Collection entries
=== Section Start ===

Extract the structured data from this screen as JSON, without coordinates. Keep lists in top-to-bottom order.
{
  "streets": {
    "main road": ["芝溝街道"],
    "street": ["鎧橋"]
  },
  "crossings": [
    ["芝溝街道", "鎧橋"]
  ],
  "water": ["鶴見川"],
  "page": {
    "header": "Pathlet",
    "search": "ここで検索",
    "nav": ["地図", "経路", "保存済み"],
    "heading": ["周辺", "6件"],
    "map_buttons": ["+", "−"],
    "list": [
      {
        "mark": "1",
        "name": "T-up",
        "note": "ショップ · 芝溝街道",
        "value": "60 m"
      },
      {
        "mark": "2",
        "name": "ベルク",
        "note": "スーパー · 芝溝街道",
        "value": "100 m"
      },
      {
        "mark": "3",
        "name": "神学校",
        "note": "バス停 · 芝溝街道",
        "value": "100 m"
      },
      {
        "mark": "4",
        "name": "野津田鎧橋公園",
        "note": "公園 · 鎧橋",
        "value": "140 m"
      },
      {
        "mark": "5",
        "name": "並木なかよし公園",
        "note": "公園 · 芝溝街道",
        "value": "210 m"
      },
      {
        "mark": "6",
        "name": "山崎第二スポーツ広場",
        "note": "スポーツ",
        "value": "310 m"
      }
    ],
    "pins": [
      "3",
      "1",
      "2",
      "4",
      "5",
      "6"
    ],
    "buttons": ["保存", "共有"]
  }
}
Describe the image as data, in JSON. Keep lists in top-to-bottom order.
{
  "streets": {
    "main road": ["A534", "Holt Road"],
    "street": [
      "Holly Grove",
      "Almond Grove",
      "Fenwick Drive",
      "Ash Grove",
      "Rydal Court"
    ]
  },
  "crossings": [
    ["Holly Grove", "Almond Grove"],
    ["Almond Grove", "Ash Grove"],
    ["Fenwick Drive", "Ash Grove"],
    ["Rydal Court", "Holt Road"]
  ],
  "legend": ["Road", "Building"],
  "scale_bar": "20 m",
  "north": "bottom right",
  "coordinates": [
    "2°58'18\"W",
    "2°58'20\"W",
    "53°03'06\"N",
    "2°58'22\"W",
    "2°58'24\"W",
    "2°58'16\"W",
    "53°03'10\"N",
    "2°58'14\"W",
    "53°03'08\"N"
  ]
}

=== Section End ===

WORK INSTRUCTION —
Repeat the data exactly, with every line included.

WRITTEN REPLY —
Extract the structured data from this screen as JSON, without coordinates. Keep lists in top-to-bottom order.
{
  "streets": {
    "main road": ["芝溝街道"],
    "street": ["鎧橋"]
  },
  "crossings": [
    ["芝溝街道", "鎧橋"]
  ],
  "water": ["鶴見川"],
  "page": {
    "header": "Pathlet",
    "search": "ここで検索",
    "nav": ["地図", "経路", "保存済み"],
    "heading": ["周辺", "6件"],
    "map_buttons": ["+", "−"],
    "list": [
      {
        "mark": "1",
        "name": "T-up",
        "note": "ショップ · 芝溝街道",
        "value": "60 m"
      },
      {
        "mark": "2",
        "name": "ベルク",
        "note": "スーパー · 芝溝街道",
        "value": "100 m"
      },
      {
        "mark": "3",
        "name": "神学校",
        "note": "バス停 · 芝溝街道",
        "value": "100 m"
      },
      {
        "mark": "4",
        "name": "野津田鎧橋公園",
        "note": "公園 · 鎧橋",
        "value": "140 m"
      },
      {
        "mark": "5",
        "name": "並木なかよし公園",
        "note": "公園 · 芝溝街道",
        "value": "210 m"
      },
      {
        "mark": "6",
        "name": "山崎第二スポーツ広場",
        "note": "スポーツ",
        "value": "310 m"
      }
    ],
    "pins": [
      "3",
      "1",
      "2",
      "4",
      "5",
      "6"
    ],
    "buttons": ["保存", "共有"]
  }
}
Describe the image as data, in JSON. Keep lists in top-to-bottom order.
{
  "streets": {
    "main road": ["A534", "Holt Road"],
    "street": [
      "Holly Grove",
      "Almond Grove",
      "Fenwick Drive",
      "Ash Grove",
      "Rydal Court"
    ]
  },
  "crossings": [
    ["Holly Grove", "Almond Grove"],
    ["Almond Grove", "Ash Grove"],
    ["Fenwick Drive", "Ash Grove"],
    ["Rydal Court", "Holt Road"]
  ],
  "legend": ["Road", "Building"],
  "scale_bar": "20 m",
  "north": "bottom right",
  "coordinates": [
    "2°58'18\"W",
    "2°58'20\"W",
    "53°03'06\"N",
    "2°58'22\"W",
    "2°58'24\"W",
    "2°58'16\"W",
    "53°03'10\"N",
    "2°58'14\"W",
    "53°03'08\"N"
  ]
}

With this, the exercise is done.